Her toplumun kendine özgü bir yerleşim, doğa ilişkileri,
üretim-tüketim biçimi vardır. Halk kültürü ürünleri bir anda
ortaya çıkmazlar. Oluşum nedenleri geçmişte yatmaktadır. Halk
kültürü ürünlerini kavrayabilmek için oluşumlarını, süreçlerini,
insan-doğa-toplum ilişkilerinin işlevlerini bilmek zorundayız. Bir
ürünün kendi içinde ve diğer olgularla ilişkisini inceledikten
sonra görünüşün arkasında yatan özün belirlenmesi gerekir.
Toplumsal değişim sürecini etkileyen, yönlendiren ve belirleyen
yapısal öğelere niteliğini veren dört olgu vardır. Bunlar
ekonomik, teknolojik, demografik ve ekolojik olgulardır.

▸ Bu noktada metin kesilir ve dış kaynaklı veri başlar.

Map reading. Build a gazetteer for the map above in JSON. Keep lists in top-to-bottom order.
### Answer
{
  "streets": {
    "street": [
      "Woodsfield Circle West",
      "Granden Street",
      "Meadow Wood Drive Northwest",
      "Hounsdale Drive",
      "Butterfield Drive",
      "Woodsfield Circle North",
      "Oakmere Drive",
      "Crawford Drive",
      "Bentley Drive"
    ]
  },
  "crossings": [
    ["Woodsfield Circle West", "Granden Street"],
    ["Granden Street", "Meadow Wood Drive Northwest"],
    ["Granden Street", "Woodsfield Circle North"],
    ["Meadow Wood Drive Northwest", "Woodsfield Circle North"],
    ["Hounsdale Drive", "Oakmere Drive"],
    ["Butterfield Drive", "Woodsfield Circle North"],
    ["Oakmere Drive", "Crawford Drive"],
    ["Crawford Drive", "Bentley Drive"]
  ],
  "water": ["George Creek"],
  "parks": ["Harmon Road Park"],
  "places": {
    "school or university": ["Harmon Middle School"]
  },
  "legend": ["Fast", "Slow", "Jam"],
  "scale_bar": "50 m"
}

Halk kültürü, kültür varlığının önemli bir bölümünü
oluşturmaktadır. Halk kültürü yüzyılların deneyimlerinden
süzülerek biçimlenmiş, kuşaktan kuşağa aktarılarak günümüze gelmiş
bir değerler bütünüdür. Sözlü gelenekte yaşatılan ürünlerle
beslenen halk kültürünün özünde, bağlı bulunduğu kültüre ait örnek
değerler ve ahlak anlayışı vardır. Halk kültürü ürünleri,
toplumsal ve kültürel birlik oluşturan ortak ve kültürel
özellikleri bulunan toplulukların ürünleridir. Türk halk kültürü
ürünlerine, Türk toplumunun sağ duyusu, günlük hayatı, dini,
geleneği, dünya görüşü, beğenisi yansır.
Kültür; toplumu oluşturan bireyler, gruplar arasındaki kurumlaşmış
ilişkiler bütünüdür. Her türlü toplumsal olgu kültür potasında
eriyerek içerik ve bütünlük kazanır. Kültür kişilik mekanizmaları
yoluyla çevreye yansır, aktarılır. Halk kültürü bir düşünce bir
yaşam biçimi olarak kültür alanlarını kapsar. Millî kültürün
oluşmasında etkin bir rol oynar. Halk kültürü, Türk kültüründe
yapılmasını öngördüğü ve yasakladığı etkinliklerle,
yaptırımlarıyla yönlendiricidir. Halk kültürü ülkeyi ayakta tutan
en önemli güçlerden birisidir.
Tanzimat, Meşrutiyet, Birinci Dünya Savaşı, Cumhuriyet Türk
toplumunu ve günlük yaşamını hızlı değişim ve dönüşümlere
uğratmıştır. Toplumsal yaşamda geleneksel yapı, yer yer çatlamağa,
kırılmağa ve yerleşmiş değerler değişmeğe başlamış, geçiş
dönemlerine özgü ikilemler ortaya çıkmıştır. Cumhuriyetten sonra
yurdumuz tarım, sanayi ve teknoloji alanlarında büyük değişiklik
yaşamıştır. 1950’li yıllarda köylerden kentlere göçlerin
yoğunlaşması kültür çatışmalarını beraberinde getirmiştir. Köy ve
şehir kültürü hızlı etkileşim yaşamıştır.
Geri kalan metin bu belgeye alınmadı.